● **EXERCISE**
Strip out all images, then restate the data verbatim.
══ DATA SHOWN
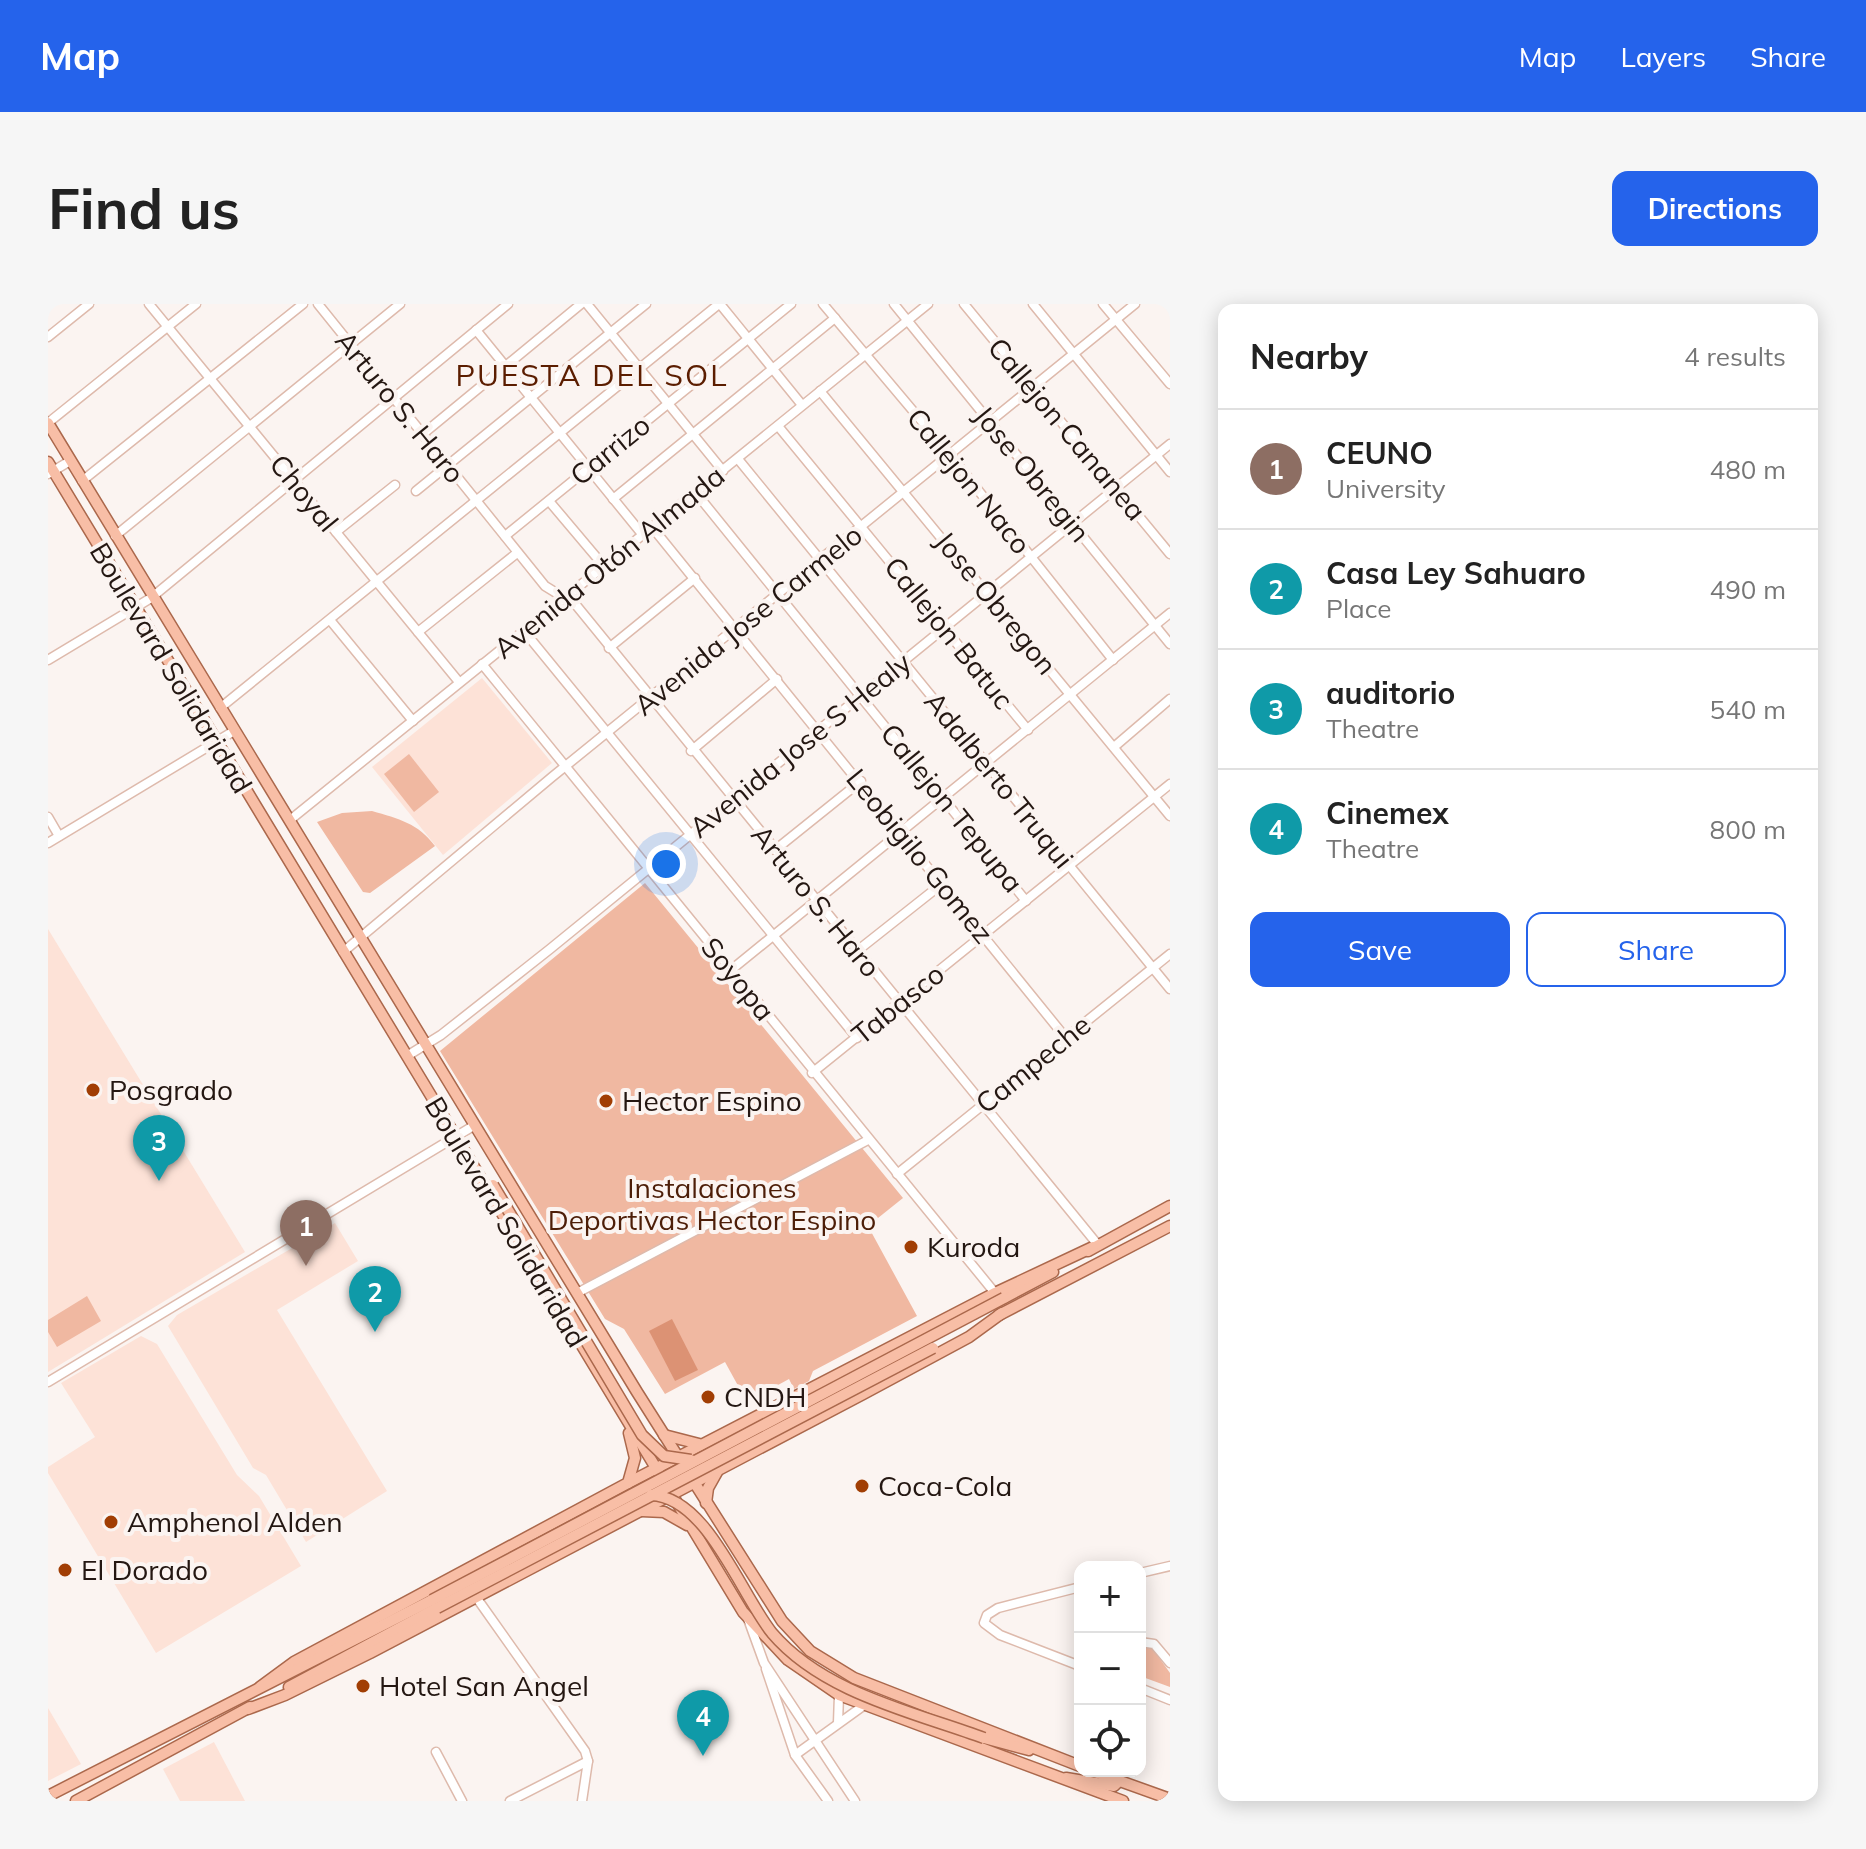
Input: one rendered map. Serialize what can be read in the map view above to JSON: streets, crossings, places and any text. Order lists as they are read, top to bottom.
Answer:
{
  "streets": {
    "main road": ["Boulevard Solidaridad"],
    "street": [
      "Arturo S. Haro",
      "Callejon Cananea",
      "Carrizo",
      "Jose Obregin",
      "Callejon Naco",
      "Choyal",
      "Avenida Otón Almada",
      "Jose Obregon",
      "Avenida Jose Carmelo",
      "Callejon Batuc",
      "Avenida Jose S Healy",
      "Adalberto Truqui",
      "Callejon Tepupa",
      "Leobigilo Gomez",
      "Soyopa",
      "Tabasco",
      "Campeche"
    ]
  },
  "crossings": [
    ["Arturo S. Haro", "Carrizo"],
    ["Arturo S. Haro", "Avenida Otón Almada"],
    ["Arturo S. Haro", "Avenida Jose Carmelo"],
    ["Arturo S. Haro", "Avenida Jose S Healy"],
    ["Arturo S. Haro", "Tabasco"],
    ["Arturo S. Haro", "Campeche"],
    ["Callejon Cananea", "Avenida Jose Carmelo"],
    ["Callejon Cananea", "Avenida Jose S Healy"],
    ["Jose Obregin", "Avenida Otón Almada"],
    ["Jose Obregin", "Avenida Jose Carmelo"],
    ["Jose Obregin", "Avenida Jose S Healy"],
    ["Callejon Naco", "Avenida Otón Almada"],
    ["Callejon Naco", "Avenida Jose Carmelo"],
    ["Callejon Naco", "Avenida Jose S Healy"],
    ["Choyal", "Avenida Otón Almada"],
    ["Avenida Otón Almada", "Jose Obregon"],
    ["Avenida Otón Almada", "Callejon Batuc"],
    ["Avenida Otón Almada", "Boulevard Solidaridad"],
    ["Avenida Otón Almada", "Adalberto Truqui"],
    ["Avenida Otón Almada", "Callejon Tepupa"],
    ["Avenida Otón Almada", "Leobigilo Gomez"],
    ["Avenida Otón Almada", "Soyopa"],
    ["Jose Obregon", "Avenida Jose Carmelo"],
    ["Jose Obregon", "Avenida Jose S Healy"],
    ["Jose Obregon", "Tabasco"],
    ["Avenida Jose Carmelo", "Callejon Batuc"],
    ["Avenida Jose Carmelo", "Boulevard Solidaridad"],
    ["Avenida Jose Carmelo", "Adalberto Truqui"],
    ["Avenida Jose Carmelo", "Callejon Tepupa"],
    ["Avenida Jose Carmelo", "Leobigilo Gomez"],
    ["Avenida Jose Carmelo", "Soyopa"],
    ["Callejon Batuc", "Avenida Jose S Healy"],
    ["Boulevard Solidaridad", "Avenida Jose S Healy"],
    ["Avenida Jose S Healy", "Adalberto Truqui"],
    ["Avenida Jose S Healy", "Callejon Tepupa"],
    ["Avenida Jose S Healy", "Leobigilo Gomez"],
    ["Avenida Jose S Healy", "Soyopa"],
    ["Adalberto Truqui", "Tabasco"],
    ["Adalberto Truqui", "Campeche"],
    ["Callejon Tepupa", "Tabasco"],
    ["Leobigilo Gomez", "Tabasco"],
    ["Leobigilo Gomez", "Campeche"],
    ["Soyopa", "Tabasco"],
    ["Soyopa", "Campeche"]
  ],
  "districts": ["PUESTA DEL SOL"],
  "parks": ["Instalaciones Deportivas Hector Espino"],
  "places": [
    "Posgrado",
    "Hector Espino",
    "Kuroda",
    "CNDH",
    "Coca-Cola",
    "Amphenol Alden",
    "El Dorado",
    "Hotel San Angel"
  ],
  "page": {
    "header": "Map",
    "nav": ["Map", "Layers", "Share"],
    "buttons": [
      "Directions",
      ["Save", "Share"]
    ],
    "title": "Find us",
    "heading": ["Nearby", "4 results"],
    "list": [
      {
        "mark": "1",
        "name": "CEUNO",
        "note": "University",
        "value": "480 m"
      },
      {
        "mark": "2",
        "name": "Casa Ley Sahuaro",
        "note": "Place",
        "value": "490 m"
      },
      {
        "mark": "3",
        "name": "auditorio",
        "note": "Theatre",
        "value": "540 m"
      },
      {
        "mark": "4",
        "name": "Cinemex",
        "note": "Theatre",
        "value": "800 m"
      }
    ],
    "pins": [
      "3",
      "1",
      "2",
      "4"
    ],
    "map_buttons": ["+", "−"]
  }
}
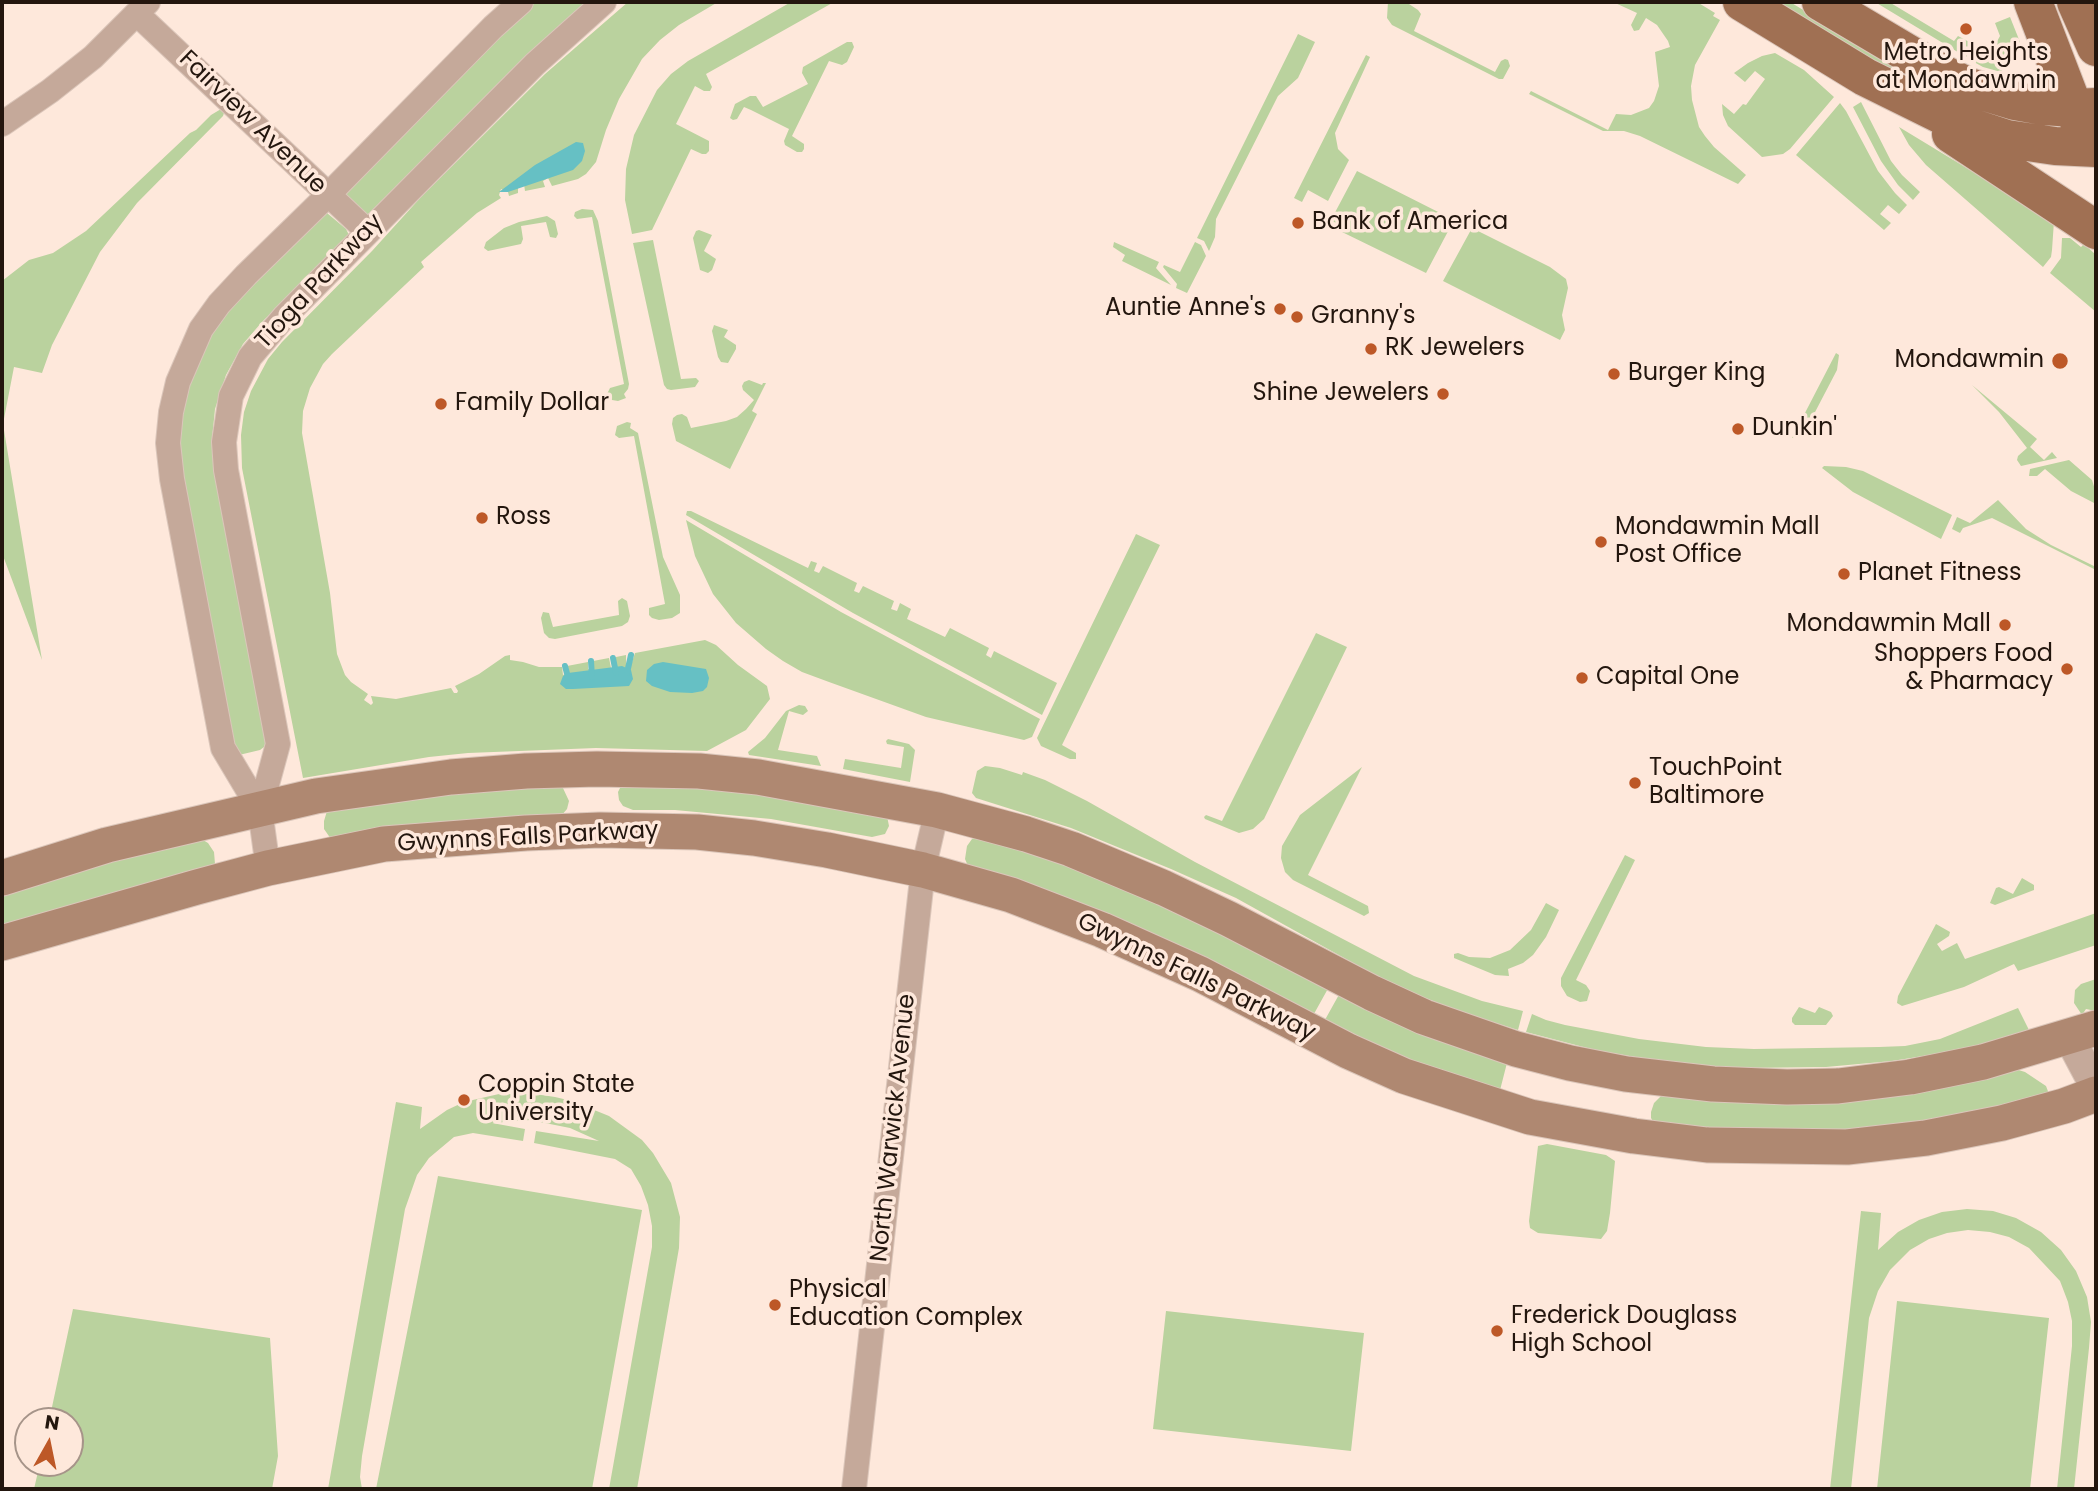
════
● **FINISHED TASK**
Input: one rendered map. Serialize what can be read in the map view above to JSON: streets, crossings, places and any text. Order lists as they are read, top to bottom.
Answer:
{
  "streets": {
    "main road": ["Boulevard Solidaridad"],
    "street": [
      "Arturo S. Haro",
      "Callejon Cananea",
      "Carrizo",
      "Jose Obregin",
      "Callejon Naco",
      "Choyal",
      "Avenida Otón Almada",
      "Jose Obregon",
      "Avenida Jose Carmelo",
      "Callejon Batuc",
      "Avenida Jose S Healy",
      "Adalberto Truqui",
      "Callejon Tepupa",
      "Leobigilo Gomez",
      "Soyopa",
      "Tabasco",
      "Campeche"
    ]
  },
  "crossings": [
    ["Arturo S. Haro", "Carrizo"],
    ["Arturo S. Haro", "Avenida Otón Almada"],
    ["Arturo S. Haro", "Avenida Jose Carmelo"],
    ["Arturo S. Haro", "Avenida Jose S Healy"],
    ["Arturo S. Haro", "Tabasco"],
    ["Arturo S. Haro", "Campeche"],
    ["Callejon Cananea", "Avenida Jose Carmelo"],
    ["Callejon Cananea", "Avenida Jose S Healy"],
    ["Jose Obregin", "Avenida Otón Almada"],
    ["Jose Obregin", "Avenida Jose Carmelo"],
    ["Jose Obregin", "Avenida Jose S Healy"],
    ["Callejon Naco", "Avenida Otón Almada"],
    ["Callejon Naco", "Avenida Jose Carmelo"],
    ["Callejon Naco", "Avenida Jose S Healy"],
    ["Choyal", "Avenida Otón Almada"],
    ["Avenida Otón Almada", "Jose Obregon"],
    ["Avenida Otón Almada", "Callejon Batuc"],
    ["Avenida Otón Almada", "Boulevard Solidaridad"],
    ["Avenida Otón Almada", "Adalberto Truqui"],
    ["Avenida Otón Almada", "Callejon Tepupa"],
    ["Avenida Otón Almada", "Leobigilo Gomez"],
    ["Avenida Otón Almada", "Soyopa"],
    ["Jose Obregon", "Avenida Jose Carmelo"],
    ["Jose Obregon", "Avenida Jose S Healy"],
    ["Jose Obregon", "Tabasco"],
    ["Avenida Jose Carmelo", "Callejon Batuc"],
    ["Avenida Jose Carmelo", "Boulevard Solidaridad"],
    ["Avenida Jose Carmelo", "Adalberto Truqui"],
    ["Avenida Jose Carmelo", "Callejon Tepupa"],
    ["Avenida Jose Carmelo", "Leobigilo Gomez"],
    ["Avenida Jose Carmelo", "Soyopa"],
    ["Callejon Batuc", "Avenida Jose S Healy"],
    ["Boulevard Solidaridad", "Avenida Jose S Healy"],
    ["Avenida Jose S Healy", "Adalberto Truqui"],
    ["Avenida Jose S Healy", "Callejon Tepupa"],
    ["Avenida Jose S Healy", "Leobigilo Gomez"],
    ["Avenida Jose S Healy", "Soyopa"],
    ["Adalberto Truqui", "Tabasco"],
    ["Adalberto Truqui", "Campeche"],
    ["Callejon Tepupa", "Tabasco"],
    ["Leobigilo Gomez", "Tabasco"],
    ["Leobigilo Gomez", "Campeche"],
    ["Soyopa", "Tabasco"],
    ["Soyopa", "Campeche"]
  ],
  "districts": ["PUESTA DEL SOL"],
  "parks": ["Instalaciones Deportivas Hector Espino"],
  "places": [
    "Posgrado",
    "Hector Espino",
    "Kuroda",
    "CNDH",
    "Coca-Cola",
    "Amphenol Alden",
    "El Dorado",
    "Hotel San Angel"
  ],
  "page": {
    "header": "Map",
    "nav": ["Map", "Layers", "Share"],
    "buttons": [
      "Directions",
      ["Save", "Share"]
    ],
    "title": "Find us",
    "heading": ["Nearby", "4 results"],
    "list": [
      {
        "mark": "1",
        "name": "CEUNO",
        "note": "University",
        "value": "480 m"
      },
      {
        "mark": "2",
        "name": "Casa Ley Sahuaro",
        "note": "Place",
        "value": "490 m"
      },
      {
        "mark": "3",
        "name": "auditorio",
        "note": "Theatre",
        "value": "540 m"
      },
      {
        "mark": "4",
        "name": "Cinemex",
        "note": "Theatre",
        "value": "800 m"
      }
    ],
    "pins": [
      "3",
      "1",
      "2",
      "4"
    ],
    "map_buttons": ["+", "−"]
  }
}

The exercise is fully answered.